_ASSIGNMENT_
Copy each line from the entries that the word "screen" appears in.

RECORDED INFORMATION section start

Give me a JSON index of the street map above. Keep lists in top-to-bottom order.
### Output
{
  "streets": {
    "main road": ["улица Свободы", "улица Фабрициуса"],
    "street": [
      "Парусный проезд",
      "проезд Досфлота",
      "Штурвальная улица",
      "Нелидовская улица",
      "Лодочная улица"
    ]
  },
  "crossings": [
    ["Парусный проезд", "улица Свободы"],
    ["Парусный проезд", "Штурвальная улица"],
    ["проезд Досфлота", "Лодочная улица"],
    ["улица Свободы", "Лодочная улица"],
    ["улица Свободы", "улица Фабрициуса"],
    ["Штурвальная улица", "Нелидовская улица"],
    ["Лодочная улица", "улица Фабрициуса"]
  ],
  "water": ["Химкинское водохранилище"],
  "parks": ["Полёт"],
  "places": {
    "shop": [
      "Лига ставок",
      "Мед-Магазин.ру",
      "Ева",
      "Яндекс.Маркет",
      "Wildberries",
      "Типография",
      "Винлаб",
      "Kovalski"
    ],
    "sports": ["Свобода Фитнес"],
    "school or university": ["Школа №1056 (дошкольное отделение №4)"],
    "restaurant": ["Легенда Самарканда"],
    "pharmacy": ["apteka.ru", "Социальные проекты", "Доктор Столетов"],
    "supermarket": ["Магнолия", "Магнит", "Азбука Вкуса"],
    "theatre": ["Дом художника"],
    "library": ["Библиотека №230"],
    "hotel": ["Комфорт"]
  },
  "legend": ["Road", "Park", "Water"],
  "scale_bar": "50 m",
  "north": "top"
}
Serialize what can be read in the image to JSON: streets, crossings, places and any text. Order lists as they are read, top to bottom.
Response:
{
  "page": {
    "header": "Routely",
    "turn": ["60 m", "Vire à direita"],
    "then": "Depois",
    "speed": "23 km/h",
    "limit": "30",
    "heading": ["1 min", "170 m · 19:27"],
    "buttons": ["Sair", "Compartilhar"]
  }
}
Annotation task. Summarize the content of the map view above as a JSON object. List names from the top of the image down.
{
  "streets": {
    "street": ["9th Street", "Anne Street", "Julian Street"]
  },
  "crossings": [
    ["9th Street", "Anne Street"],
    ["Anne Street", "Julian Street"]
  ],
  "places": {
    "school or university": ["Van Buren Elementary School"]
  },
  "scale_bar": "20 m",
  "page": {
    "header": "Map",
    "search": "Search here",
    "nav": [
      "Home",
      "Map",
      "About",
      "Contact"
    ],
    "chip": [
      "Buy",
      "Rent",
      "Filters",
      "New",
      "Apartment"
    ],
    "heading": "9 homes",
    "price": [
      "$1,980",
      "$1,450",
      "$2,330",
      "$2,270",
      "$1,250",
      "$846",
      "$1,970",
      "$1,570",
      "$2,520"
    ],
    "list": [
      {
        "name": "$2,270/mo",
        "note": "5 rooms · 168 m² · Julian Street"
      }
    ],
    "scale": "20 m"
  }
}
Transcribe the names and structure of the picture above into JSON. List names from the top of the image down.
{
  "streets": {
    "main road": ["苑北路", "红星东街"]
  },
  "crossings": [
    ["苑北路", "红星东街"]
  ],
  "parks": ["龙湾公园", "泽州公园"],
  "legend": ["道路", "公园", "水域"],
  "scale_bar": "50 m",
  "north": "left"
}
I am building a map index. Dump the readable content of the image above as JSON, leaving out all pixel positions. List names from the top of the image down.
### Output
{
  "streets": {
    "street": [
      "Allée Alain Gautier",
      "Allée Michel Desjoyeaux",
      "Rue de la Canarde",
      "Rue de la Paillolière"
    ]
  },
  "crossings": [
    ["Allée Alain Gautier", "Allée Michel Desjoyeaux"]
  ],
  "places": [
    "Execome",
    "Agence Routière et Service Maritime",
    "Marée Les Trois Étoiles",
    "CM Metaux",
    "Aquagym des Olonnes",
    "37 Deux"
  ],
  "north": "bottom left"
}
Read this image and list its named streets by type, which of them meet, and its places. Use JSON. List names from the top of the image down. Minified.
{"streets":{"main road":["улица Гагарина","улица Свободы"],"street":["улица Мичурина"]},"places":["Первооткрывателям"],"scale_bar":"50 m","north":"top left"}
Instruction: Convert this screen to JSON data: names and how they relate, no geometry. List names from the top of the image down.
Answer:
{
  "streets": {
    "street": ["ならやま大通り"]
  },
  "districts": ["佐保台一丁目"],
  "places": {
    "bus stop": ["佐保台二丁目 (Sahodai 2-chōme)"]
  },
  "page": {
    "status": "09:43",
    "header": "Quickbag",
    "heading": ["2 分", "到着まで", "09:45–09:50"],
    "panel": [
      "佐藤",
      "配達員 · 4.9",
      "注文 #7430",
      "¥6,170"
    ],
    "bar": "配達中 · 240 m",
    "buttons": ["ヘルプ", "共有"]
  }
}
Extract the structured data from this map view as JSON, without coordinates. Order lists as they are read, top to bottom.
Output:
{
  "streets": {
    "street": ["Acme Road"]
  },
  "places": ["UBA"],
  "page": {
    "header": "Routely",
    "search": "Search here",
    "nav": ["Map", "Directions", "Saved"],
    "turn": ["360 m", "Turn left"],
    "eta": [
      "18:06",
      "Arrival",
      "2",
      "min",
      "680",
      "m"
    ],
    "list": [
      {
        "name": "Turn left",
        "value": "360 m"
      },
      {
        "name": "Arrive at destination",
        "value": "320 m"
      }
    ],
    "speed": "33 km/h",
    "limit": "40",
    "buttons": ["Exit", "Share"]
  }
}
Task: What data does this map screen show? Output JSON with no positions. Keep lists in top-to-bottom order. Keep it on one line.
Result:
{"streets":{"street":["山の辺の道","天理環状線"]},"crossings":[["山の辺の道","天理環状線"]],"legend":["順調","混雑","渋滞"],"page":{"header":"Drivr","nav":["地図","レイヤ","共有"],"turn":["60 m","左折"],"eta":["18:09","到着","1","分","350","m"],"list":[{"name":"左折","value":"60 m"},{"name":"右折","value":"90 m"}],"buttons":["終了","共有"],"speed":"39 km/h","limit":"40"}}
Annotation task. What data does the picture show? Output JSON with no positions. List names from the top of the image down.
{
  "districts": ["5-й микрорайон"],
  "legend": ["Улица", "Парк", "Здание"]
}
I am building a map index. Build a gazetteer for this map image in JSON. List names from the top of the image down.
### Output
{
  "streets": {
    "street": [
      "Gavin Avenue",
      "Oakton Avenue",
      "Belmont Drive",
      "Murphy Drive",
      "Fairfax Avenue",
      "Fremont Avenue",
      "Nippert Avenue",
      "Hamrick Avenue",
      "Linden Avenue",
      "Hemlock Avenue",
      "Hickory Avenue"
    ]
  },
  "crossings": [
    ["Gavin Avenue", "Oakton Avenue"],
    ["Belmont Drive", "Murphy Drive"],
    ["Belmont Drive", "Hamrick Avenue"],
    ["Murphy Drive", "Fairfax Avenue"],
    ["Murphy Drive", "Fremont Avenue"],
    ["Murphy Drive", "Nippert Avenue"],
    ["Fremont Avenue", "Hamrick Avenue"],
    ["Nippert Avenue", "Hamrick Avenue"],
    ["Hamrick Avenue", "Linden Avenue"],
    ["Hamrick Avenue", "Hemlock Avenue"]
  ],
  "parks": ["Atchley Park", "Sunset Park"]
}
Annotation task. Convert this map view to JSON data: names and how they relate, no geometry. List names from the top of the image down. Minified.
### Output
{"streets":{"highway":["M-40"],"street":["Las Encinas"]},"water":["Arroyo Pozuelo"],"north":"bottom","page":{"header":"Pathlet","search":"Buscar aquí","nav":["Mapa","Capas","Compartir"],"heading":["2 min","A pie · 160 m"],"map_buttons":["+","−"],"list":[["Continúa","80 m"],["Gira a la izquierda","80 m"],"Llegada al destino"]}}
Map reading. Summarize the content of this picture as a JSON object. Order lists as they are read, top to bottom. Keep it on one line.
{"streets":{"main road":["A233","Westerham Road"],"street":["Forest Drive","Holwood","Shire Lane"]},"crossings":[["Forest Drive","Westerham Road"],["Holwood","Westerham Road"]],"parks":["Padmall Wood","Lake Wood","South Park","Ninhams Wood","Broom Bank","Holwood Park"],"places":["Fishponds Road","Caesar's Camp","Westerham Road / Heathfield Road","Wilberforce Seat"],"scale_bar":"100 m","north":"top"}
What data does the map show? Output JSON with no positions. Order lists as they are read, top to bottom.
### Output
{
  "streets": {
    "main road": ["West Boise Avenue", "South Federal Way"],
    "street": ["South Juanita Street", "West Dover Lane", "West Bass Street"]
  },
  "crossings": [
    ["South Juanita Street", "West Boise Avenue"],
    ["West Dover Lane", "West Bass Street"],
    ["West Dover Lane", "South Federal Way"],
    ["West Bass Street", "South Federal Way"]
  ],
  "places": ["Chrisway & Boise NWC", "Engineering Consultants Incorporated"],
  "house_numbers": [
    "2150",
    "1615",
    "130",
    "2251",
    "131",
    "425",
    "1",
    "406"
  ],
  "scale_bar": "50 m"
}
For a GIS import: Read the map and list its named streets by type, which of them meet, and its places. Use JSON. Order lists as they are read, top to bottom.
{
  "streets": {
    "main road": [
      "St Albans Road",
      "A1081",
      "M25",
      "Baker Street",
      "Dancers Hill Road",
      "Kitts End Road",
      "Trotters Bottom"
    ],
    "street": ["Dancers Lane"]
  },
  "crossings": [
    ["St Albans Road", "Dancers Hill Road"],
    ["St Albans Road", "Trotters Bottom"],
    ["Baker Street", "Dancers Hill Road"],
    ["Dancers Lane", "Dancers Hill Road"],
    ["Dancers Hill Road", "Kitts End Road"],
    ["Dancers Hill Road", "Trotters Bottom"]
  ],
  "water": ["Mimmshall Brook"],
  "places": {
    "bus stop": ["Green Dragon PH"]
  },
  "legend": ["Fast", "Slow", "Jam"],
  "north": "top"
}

RECORDED INFORMATION section end

_WRITTEN SOLUTION_
Instruction: Convert this screen to JSON data: names and how they relate, no geometry. List names from the top of the image down.
Task: What data does this map screen show? Output JSON with no positions. Keep lists in top-to-bottom order. Keep it on one line.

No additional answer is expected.